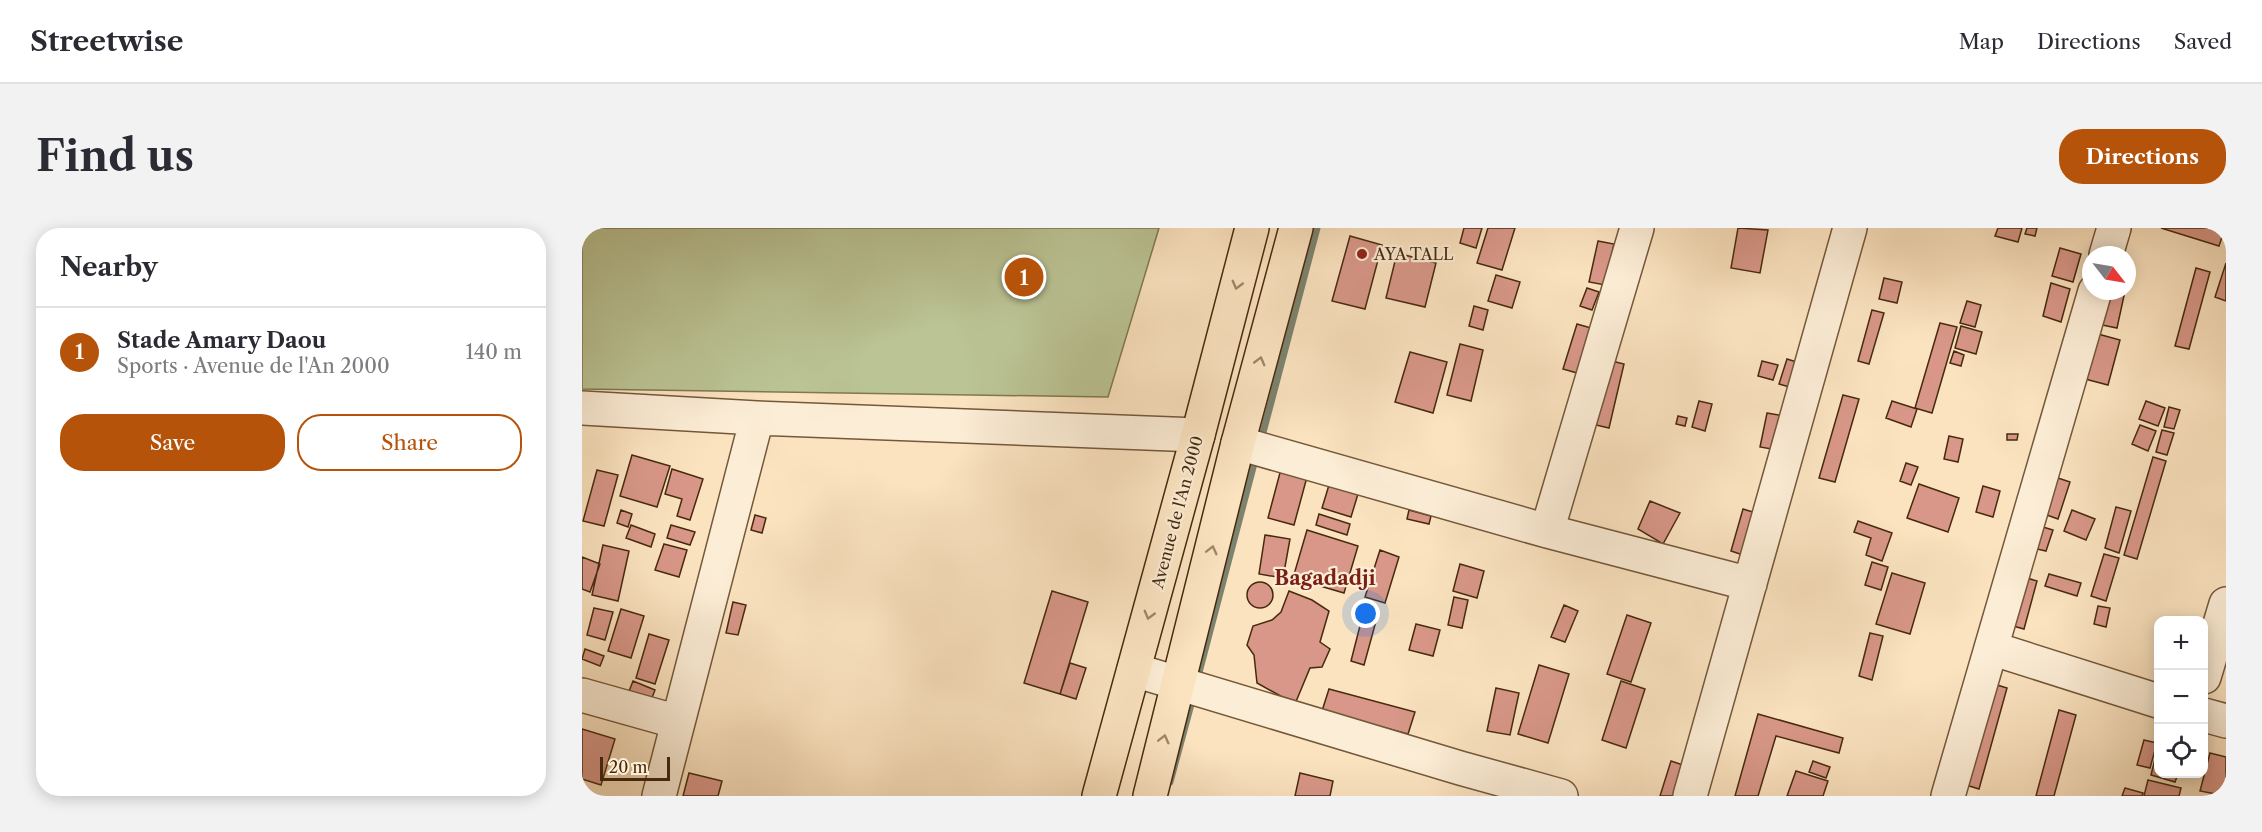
<!DOCTYPE html>
<html lang="en">
<head>
<meta charset="utf-8">
<style>
	body { margin:0; font-family:"Libre Caslon Text",serif; background:#f2f2f3; color:#2b2b33 }
	.controls { position:absolute; right:18px; bottom:18px; display:grid; overflow:hidden; border-radius:12px; box-shadow:0 3px 15px #0003 }
	.controls button { width:54px; height:54px; display:grid; place-items:center; padding:0; border:0; border-bottom:2px solid #e1e1e2; background:#fff; color:#2b2b33; font:30px sans-serif }
	.compass { position:absolute; left:1500px; top:18px; width:54px; height:54px; border-radius:50%; background:#fff; box-shadow:0 3px 15px #0003; rotate:121deg }
	.scale { position:absolute; left:18px; bottom:15px; width:70px; box-sizing:border-box; padding-left:6px; border:3px solid #472a0e; border-top:0; font-size:16px; line-height:21px; white-space:nowrap; color:#472a0e; -webkit-text-stroke:4px #fcedd6; paint-order:stroke }
	.you { position:absolute; left:784px; top:386px; width:21px; height:21px; margin:-15px; border:4px solid #fff; border-radius:50%; background:#1a73e8; box-shadow:0 0 0 9px #1a73e833 }
	.badge { display:grid; place-items:center; width:39px; height:39px; border-radius:50%; background:#b45309; color:#fff; font-size:20px; font-weight:700 }
	.pin { position:absolute; translate:-50% -50%; border:3px solid #fff; box-shadow:0 2px 6px #0006 }
	.list { margin:0; padding:0; list-style:none }
	h2 { display:flex; justify-content:space-between; align-items:center; height:78px; margin:0; padding:0 24px; font-size:26px }
	h2 small { font-size:20px; font-weight:400; color:#7c7c81 }
	.list li { display:grid; grid-template-columns:39px 1fr auto; gap:18px; align-items:center; box-sizing:border-box; height:90px; padding:0 24px; border-top:2px solid #e1e1e2 }
	.list b { display:block; font-size:22px; white-space:nowrap }
	.list p { margin:0; font-size:20px; white-space:nowrap; color:#7c7c81 }
	.list em { font-size:20px; font-style:normal; color:#7c7c81 }
	.actions { display:flex; gap:12px; padding:18px 24px }
	.actions a { flex:1; padding:14px 0; border:2px solid #b45309; border-radius:24px; text-align:center; font-size:21px; color:#b45309 }
	.actions .main { background:#b45309; color:#fff }
	.icon { flex:none; width:33px; height:33px; fill:none; stroke:currentColor; stroke-width:2; stroke-linecap:round; stroke-linejoin:round }
	.map { position:relative; flex:none; width:1644px; height:568px; overflow:hidden; border-radius:24px }
	header { display:flex; align-items:center; gap:36px; box-sizing:border-box; height:84px; padding:0 30px; background:#fff; border-bottom:2px solid #e1e1e2 }
	header strong { font-size:28px }
	nav { display:flex; gap:33px; margin-inline-start:auto; font-size:21px }
	.intro { display:flex; align-items:center; justify-content:space-between; box-sizing:border-box; height:144px; padding:0 36px }
	h1 { margin:0; font-size:42px }
	.button { padding:15px 27px; border-radius:24px; background:#b45309; color:#fff; font-size:21px; font-weight:700 }
	main { display:flex; gap:36px; padding:0 36px }
	aside { flex:1; background:#fff; border-radius:24px; box-shadow:0 3px 15px #0003 }
	.map>svg:first-child { display:block }
	.green { fill:#bbc495; stroke:#817752; stroke-width:1.5 }
	.lines { fill:none; stroke-linecap:round; stroke-linejoin:round }
	.stream { stroke:#7c836f; stroke-width:7 }
	.building { fill:#d89788; stroke:#472a0e; stroke-width:1.5 }
	.minor-casing { stroke:#74583a; stroke-width:36 }
	.major-casing { stroke:#472a0e; stroke-width:36 }
	.minor { stroke:#fcedd6; stroke-width:33 }
	.major { stroke:#fbe3c0; stroke-width:33 }
	.oneway { stroke:#a18667 }
	.poi-dot { fill:#8f2418; stroke:#fcedd6; stroke-width:2 }
	.labels { text-anchor:middle; stroke-width:4.5; stroke-linejoin:round; paint-order:stroke }
	.poi-label { font-size:16px; fill:#472a0e; stroke:#fcedd6; text-anchor:start }
	.street-label { font-size:16px; fill:#472a0e; stroke:#fcedd6 }
	.quarter-label { font-size:20px; font-weight:bold; fill:#7a1f14; stroke:#fcedd6 }
</style>
</head>
<body>
<header>
<strong>Streetwise</strong>
<nav><a>Map</a><a>Directions</a><a>Saved</a></nav>
</header>
<div class="intro"><h1>Find us</h1><a class="button">Directions</a></div>
<main>
<aside>
<h2>Nearby<small></small></h2>
<ul class="list">
<li><span class="badge">1</span><div><b>Stade Amary Daou</b><p>Sports · Avenue de l'An 2000</p></div><em>140 m</em></li>
</ul>
<div class="actions"><a class="main">Save</a><a>Share</a></div>
</aside>
<div class="map">
<svg width="1644" height="568" viewBox="0 0 1644 568">
	<rect width="100%" height="100%" fill="#fbe3c0"/>
	<filter id="stains"><feTurbulence type="fractalNoise" baseFrequency=".00333" numOctaves="4"/><feColorMatrix values="0 0 0 0 .2 0 0 0 0 .09 0 0 0 0 .02 0 0 0 .5 -.17"/></filter>
	<radialGradient id="worn" r=".72"><stop offset=".6" stop-color="#630" stop-opacity="0"/><stop offset="1" stop-color="#630" stop-opacity=".3"/></radialGradient>
	<path class="green" d="M0 0H577L526 169 0 161Z"/>
	<g class="lines">
		<path class="stream" d="M679 212 735 0
			M615 452 674 228
			M588 554 611 469"/>
	</g>
	<path class="building" d="M882 0H900L894 20 878 15Z
		M906 0H933L920 42 895 35Z
		M1156 0 1186 2 1178 45 1149 40Z
		M1416 0H1440L1436 14 1413 8Z
		M1445 0H1455L1453 8 1443 6Z
		M1579 0H1643L1637 18Z
		M768 8 800 17 783 81 750 73Z
		M1016 13 1032 16 1023 57 1007 54Z
		M1478 20 1499 26 1491 54 1470 48Z
		M815 25 854 35 843 79 804 70Z
		M1644 35V73L1633 69Z
		M1614 40 1628 44 1607 121 1593 118Z
		M914 47 938 54 930 80 906 73Z
		M1302 50 1320 54 1315 75 1297 71Z
		M1469 55 1488 61 1479 94 1461 88Z
		M1005 60 1017 64 1010 82 998 78Z
		M1528 63H1543L1535 100 1520 97Z
		M1385 73 1399 77 1393 99 1378 95Z
		M892 78 906 82 901 102 887 98Z
		M1290 82 1302 85 1287 136 1276 133Z
		M1358 95 1375 99 1350 185 1333 180Z
		M995 96 1009 100 995 145 981 141Z
		M1379 98 1400 104 1394 126 1373 120Z
		M1516 106 1538 112 1526 157 1503 151Z
		M878 116 901 122 889 173 865 167Z
		M1372 123 1382 127 1379 138 1368 135Z
		M828 124 865 134 851 185 813 174Z
		M1205 131 1218 135 1211 160 1197 156Z
		M1030 133 1042 136 1027 200 1014 197Z
		M1180 133 1196 137 1191 152 1176 148Z
		M1261 167 1277 171 1253 254 1237 250Z
		M1117 173 1130 176 1123 203 1110 199Z
		M1310 173 1335 181 1329 199 1304 190Z
		M1564 173 1583 180 1576 198 1557 191Z
		M1587 179 1598 182 1592 201 1582 199Z
		M1185 185 1202 188 1195 222 1178 219Z
		M1096 188 1105 190 1103 198 1094 196Z
		M1558 197 1574 203 1566 223 1550 216Z
		M1580 202 1592 205 1585 227 1574 224Z
		M1425 206H1436L1435 212H1425Z
		M1367 208 1381 211 1376 234 1362 231Z
		M50 227 88 238 75 279 38 268Z
		M1571 229 1584 233 1555 331 1542 327Z
		M1324 235 1336 239 1329 257 1318 253Z
		M90 241 121 251 108 292 95 288 100 271 83 266Z
		M699 241 725 249 712 297 686 290Z
		M15 242 36 247 22 298 1 293Z
		M1473 249 1488 254 1476 291 1462 286Z
		M1337 256 1377 270 1366 304 1325 290Z
		M747 257 776 266 769 289 740 280Z
		M1401 258 1418 263 1411 289 1394 284Z
		M1068 273 1098 285 1081 316 1056 301Z
		M1534 279 1549 283 1537 325 1523 320Z
		M1161 281 1174 285 1161 327 1149 323Z
		M39 282 50 286 46 299 35 295Z
		M827 282 849 288 847 296 825 291Z
		M1490 282 1513 291 1504 312 1482 303Z
		M737 286 768 296 765 307 734 297Z
		M173 287 184 290 180 305 169 302Z
		M1276 293 1310 305 1300 333 1284 327 1289 310 1272 304Z
		M49 297 73 306 69 319 44 310Z
		M89 297 113 304 108 317 85 310Z
		M1461 299 1471 302 1464 323 1455 321Z
		M725 302 776 318 762 365 711 350Z
		M683 307 708 311 701 350 677 346Z
		M82 316 105 322 97 349 73 342Z
		M21 317 47 323 36 373 10 367Z
		M798 322 817 329 803 375 783 369Z
		M1522 326 1537 330 1524 373 1509 368Z
		M0 329 18 336 8 364 0 361Z
		M1290 334 1306 339 1299 362 1283 357Z
		M878 336 902 343 895 370 871 363Z
		M1310 345 1343 355 1328 406 1294 396Z
		M1467 346 1499 355 1495 368 1463 358Z
		M1445 350 1455 353 1442 401 1431 398Z
		M665 367a13 13 0 1 1 26 0a13 13 0 1 1-26 0Z
		M470 363 506 374 478 466 442 455Z
		M707 363 730 372 747 383 738 414 748 421 740 439 728 440 713 476 675 455 672 427 665 417 671 398 690 392 699 384Z
		M872 369 886 372 880 400 866 397Z
		M151 374 164 377 156 407 144 405Z
		M982 377 996 383 983 414 969 409Z
		M1516 378 1528 380 1524 399 1512 396Z
		M12 380 31 384 23 412 5 407Z
		M39 381 62 388 49 430 26 423Z
		M782 382 796 386 782 437 769 433Z
		M1045 387 1069 395 1049 454 1025 446Z
		M834 396 858 402 851 428 827 422Z
		M1288 405 1301 408 1290 452 1277 448Z
		M67 406 87 412 73 456 54 450Z
		M3 421 22 428 18 438 0 431Z
		M488 435 504 440 494 471 478 466Z
		M957 437 987 446 966 515 936 506Z
		M51 453 73 462 66 480 44 471Z
		M1039 453 1063 461 1044 520 1020 512Z
		M1412 456 1425 460 1397 561 1384 557Z
		M914 460 937 465 928 507 905 503Z
		M747 461 833 484 826 506 740 483Z
		M1477 482 1494 487 1472 568H1454Z
		M1176 486 1261 510 1257 525 1194 508 1176 568H1153Z
		M0 501 33 511 19 557 0 551Z
		M1562 512 1575 515 1568 540 1555 537Z
		M1576 519V546H1596L1593 554 1569 547Z
		M1628 525 1644 529V568L1618 563Z
		M1089 533 1104 538 1094 568H1078Z
		M1231 533 1248 539 1244 550 1227 544Z
		M1214 543 1246 553 1241 568H1205Z
		M107 545 140 553 136 568H101Z
		M718 545 751 553 748 568H713Z
		M1566 552 1599 560 1597 568H1562Z
		M1543 560 1561 565 1560 568H1540Z"/>
	<g class="lines">
		<g class="minor-casing">
			<path id="minor" d="M1524 27 1532 0
				M0 180 175 190 616 207
				M656 215 965 303 1168 356
				M965 303 1055 0
				M1409 420 1576 473
				M552 442 878 540 979 568
				M1622 449 1644 376
				M0 467 96 494
				M1622 487 1644 493
				M77 568 175 190
				M1108 568 1268 0
				M1366 568 1513 63"/>
		</g>
		<g class="major-casing">
			<path id="major" d="M517 568 616 207 670 0
				M568 568 656 215 714 0"/>
		</g>
		<use href="#minor" class="minor"/>
		<use href="#major" class="major"/>
	</g>
	<defs><path id="oneway-chevron" d="M-2-3.5L2.5 0L-2 3.5" fill="none" stroke-width="1.6" stroke-linecap="round" stroke-linejoin="round" transform="scale(1.5)"/></defs>
	<g class="oneway">
		<use href="#oneway-chevron" transform="translate(655 57) rotate(105)"/>
		<use href="#oneway-chevron" transform="translate(678 133) rotate(-75)"/>
		<use href="#oneway-chevron" transform="translate(630 322) rotate(-76)"/>
		<use href="#oneway-chevron" transform="translate(567 387) rotate(105)"/>
		<use href="#oneway-chevron" transform="translate(582 511) rotate(-76)"/>
	</g>
	<circle class="poi-dot" cx="780" cy="26" r="6"/>
	<g class="labels">
		<g class="poi-label">
			<text x="792" y="32">AYA TALL</text>
		</g>
		<g class="street-label">
			<text transform="translate(595 284) rotate(-75)" y="6">Avenue de l'An 2000</text>
		</g>
		<g class="quarter-label">
			<text x="743" y="357">Bagadadji</text>
		</g>
	</g>
	<rect width="100%" height="100%" filter="url(#stains)"/>
	<rect width="100%" height="100%" fill="url(#worn)"/>
</svg>
<div class="controls">
<button>+</button>
<button>−</button>
<button><svg class="icon" aria-label="locate" viewBox="0 0 24 24"><circle cx="12" cy="12" r="6"/><path d="M12 2v4M12 18v4M2 12h4M18 12h4"/></svg></button>
</div>
<svg class="compass" viewBox="-18 -18 36 36"><path d="M0-13l5 13h-10z" fill="#e53935"/><path d="M0 13l5-13h-10z" fill="#7c7c81"/></svg>
<div class="scale">20 m</div>
<div class="you"></div>
<div class="pin badge" style="left:442px;top:49px">1</div>
</div>
</main>
</body>
</html>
- - -
### Goal of the exercise:
The line containing "position:absolute; left:784px; top:386px;" marks the end: retype every line from the first one in the listing up to and including it, without pictures.

### Task result:
<!DOCTYPE html>
<html lang="en">
<head>
<meta charset="utf-8">
<style>
	body { margin:0; font-family:"Libre Caslon Text",serif; background:#f2f2f3; color:#2b2b33 }
	.controls { position:absolute; right:18px; bottom:18px; display:grid; overflow:hidden; border-radius:12px; box-shadow:0 3px 15px #0003 }
	.controls button { width:54px; height:54px; display:grid; place-items:center; padding:0; border:0; border-bottom:2px solid #e1e1e2; background:#fff; color:#2b2b33; font:30px sans-serif }
	.compass { position:absolute; left:1500px; top:18px; width:54px; height:54px; border-radius:50%; background:#fff; box-shadow:0 3px 15px #0003; rotate:121deg }
	.scale { position:absolute; left:18px; bottom:15px; width:70px; box-sizing:border-box; padding-left:6px; border:3px solid #472a0e; border-top:0; font-size:16px; line-height:21px; white-space:nowrap; color:#472a0e; -webkit-text-stroke:4px #fcedd6; paint-order:stroke }
	.you { position:absolute; left:784px; top:386px; width:21px; height:21px; margin:-15px; border:4px solid #fff; border-radius:50%; background:#1a73e8; box-shadow:0 0 0 9px #1a73e833 }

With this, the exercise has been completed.